Teaching artists were increasingly asked to contribute to the assessment and evaluation of the work in their programs. This also met with some initial resistance, with teaching artists fearing that assessment meant “grading” creative work and that it would diminish the very core of their power with young people and the joy they found in the work. Over time, most teaching artists have adapted healthily to the assessment challenge, finding that documentation and assessment of a few selected aspects of the learning does not damage the quality of the learning, but indeed illuminates accomplishments for the learners, the educators involved, and for those who support the programs. Many teaching artists became adept and creative assessors, contributing new tools and practices to the field. Some became part of formal research programs that sought to clarify and verify aspects of arts learning practice and impact.

Teaching artists became more involved in designing and leading teacher professional development; and in settings where improved evaluation had revealed program weaknesses, teaching artists were sometimes invited to try new methods. They were drawn into advocacy for arts education programs. They took on more responsibility in curriculum design and even program design. They were asked to take on roles as facilitators of planning and partnership building. Entrepreneurially-inclined teaching artists launched independent programs, some of which grew to significant size and impact and still thrive.

Conservatories and university training programs introduced courses and even sequences of courses that could be called training programs to offer teaching artist training as a part of conservatory/university training. An increasing number of high profile arts organizations chose to deepen their investment in teaching artists, to go beyond “exposure” programs and brief residencies, to train artists for programs that aspired to significant impact with young people.

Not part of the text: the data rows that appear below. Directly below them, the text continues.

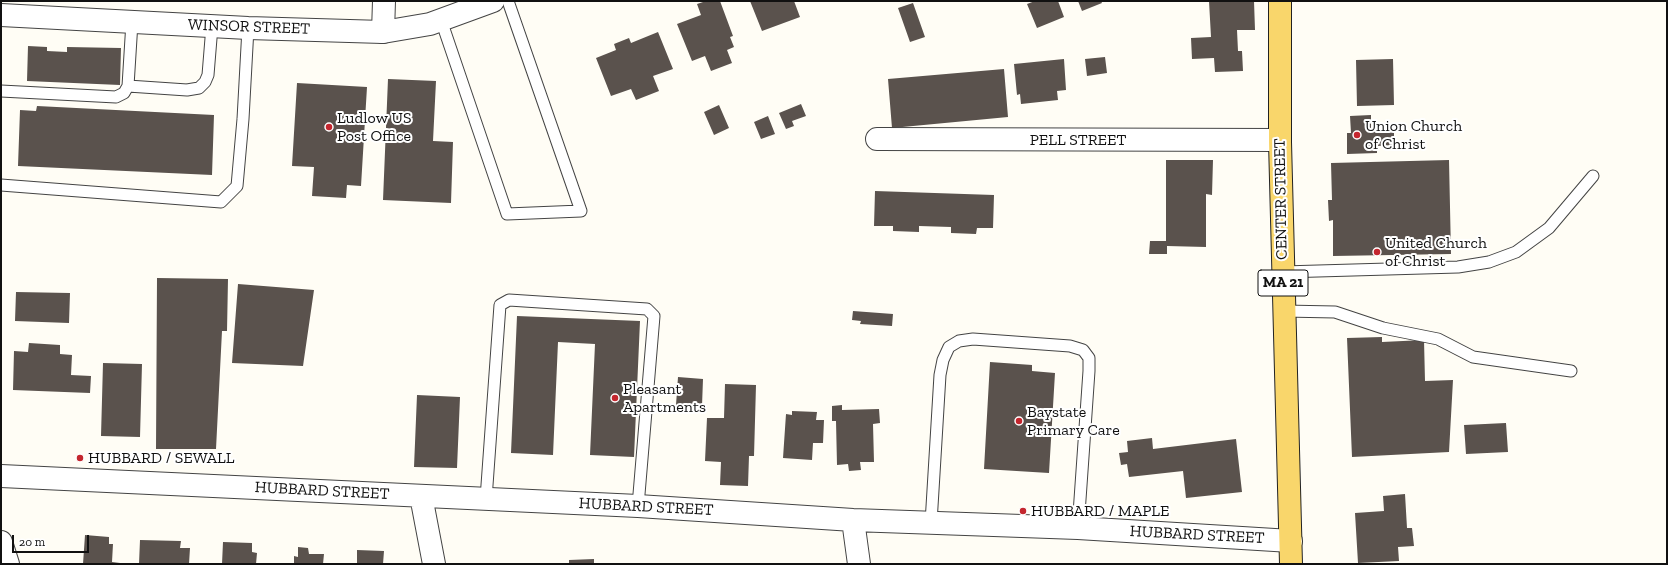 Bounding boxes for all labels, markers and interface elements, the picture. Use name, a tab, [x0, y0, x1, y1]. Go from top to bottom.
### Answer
street label: WINSOR STREET	[187, 15, 311, 39]
place label: Ludlow US Post Office	[337, 108, 412, 146]
place label: Union Church of Christ	[1365, 116, 1462, 154]
marker: Ludlow US Post Office	[324, 122, 334, 132]
street label: PELL STREET	[1030, 130, 1126, 150]
marker: Union Church of Christ	[1352, 130, 1362, 140]
street label: CENTER STREET	[1270, 138, 1292, 260]
place label: United Church of Christ	[1385, 233, 1487, 271]
marker: United Church of Christ	[1372, 247, 1382, 257]
road number: MA 21	[1258, 270, 1308, 296]
place label: Pleasant Apartments	[623, 379, 706, 417]
marker: Pleasant Apartments	[610, 393, 620, 403]
place label: Baystate Primary Care	[1027, 402, 1120, 440]
marker: Baystate Primary Care	[1014, 416, 1024, 426]
place label: HUBBARD / SEWALL	[88, 448, 235, 468]
marker: HUBBARD / SEWALL	[75, 453, 85, 463]
street label: HUBBARD STREET	[254, 478, 390, 504]
street label: HUBBARD STREET	[578, 494, 714, 520]
place label: HUBBARD / MAPLE	[1031, 501, 1169, 521]
marker: HUBBARD / MAPLE	[1018, 506, 1028, 516]
street label: HUBBARD STREET	[1129, 522, 1265, 548]
scale bar	[14, 527, 91, 553]
text: 20 m	[19, 535, 45, 549]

Teaching artists became further involved in arts-integrated programs that wove arts learning with other subject areas. The pedagogical connections between arts and other subject learning have long been exploited by good teachers—I recall working on a beautiful fifth grade rain cycle diorama, and doing role play in seventh grade history class, with nary a teaching artist in sight. Teaching artists sometimes participated in interdisciplinary teaching as early as the ‘70s. By the ‘90s, arts integration had grown into an important part of the whole arts education landscape. I refer to it as the great gamble: that by bringing arts learning into the instruction of other subjects (which still are assessed for that other subject’s accomplishments and not the art’s), both kinds of learning can be advanced in ways they couldn’t be when separate. The losing side of the gamble appears if the arts are allowed to serve as a handmaiden to pep up the a dull curriculum—they lose their identity and are valued only to the degree that they can produce results in the other content area. However, if arts-integration is effective, we win—both subject areas are advanced as a result of being brought together. Not only have students discovered relevance in the content areas, but everyone involved viscerally understands afresh the power of the arts, and students develop some new artistic capacities and ways of thinking within the discipline they studied. Teaching artists have been prominent inventers, practitioners, and advocates in this great gamble, among the fiercest protectors of the quality and equality of the arts component in the curricular mix.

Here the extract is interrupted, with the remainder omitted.